The above findings raised the question of how specific 237Ab was for Tn-PDPN compared to other Tn glycopeptides. Figure 3 (left panel) shows that the 237Ab selectively bound only to cell lines expressing Tn-PDPN. Either knocking out murine PDPN expression or restoration of wild-type COSMC function abrogated 237Ab staining. As controls, an Ab specific for only Tn stained COSMC-mutant cancers regardless of murine PDPN expression, while an Ab specific only for the PDPN peptide backbone epitope stained murine PDPN-positive cancers independent of the COSMC status.

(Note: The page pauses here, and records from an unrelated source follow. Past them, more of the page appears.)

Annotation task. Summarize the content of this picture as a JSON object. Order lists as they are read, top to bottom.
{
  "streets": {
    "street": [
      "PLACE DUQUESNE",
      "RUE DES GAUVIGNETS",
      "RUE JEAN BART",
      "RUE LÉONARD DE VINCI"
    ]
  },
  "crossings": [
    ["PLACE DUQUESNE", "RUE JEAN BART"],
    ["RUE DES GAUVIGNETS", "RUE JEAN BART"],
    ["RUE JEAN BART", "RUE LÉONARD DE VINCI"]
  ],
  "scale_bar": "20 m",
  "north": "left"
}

237Ab only binds to COSMC-mutant cell lines expressing murine PDPN. The COSMC-mutant or –wild-type, PDPN-positive or -negative variants of each parental cell line were generated as described in the Methods. Left panels: 237Ab only stained cell lines that were COSMC-mutant and expressing murine PDPN. The level of binding is represented by the binding ratio (see Methods). Right panels: The exclusive specificity of 237Ab for murine PDPN-expressing COSMC-mutant cancer cell lines was demonstrated by staining of the cells with serial 3-fold dilutions of 237Ab starting at 3000 nM (~450 μg/mL). Mean ± SEM, n = 2 from 2 independent experiments.
Typically, Ab staining of cell surface antigens is performed at concentrations of approximately 10 μg/mL (~66.67 nM), while higher concentrations of the 237Ab might have predicted the cross-reactivity of the 237CART cells with human tumors. We therefore examined 237Ab staining starting at 3000 nM. Figure 3 (right panel) shows that even at this concentration, the staining was negligible. Thus, the 237Ab binding specificity would not have predicted the expanded 237CART cell reactivity with other Tn-glycosylated cancers.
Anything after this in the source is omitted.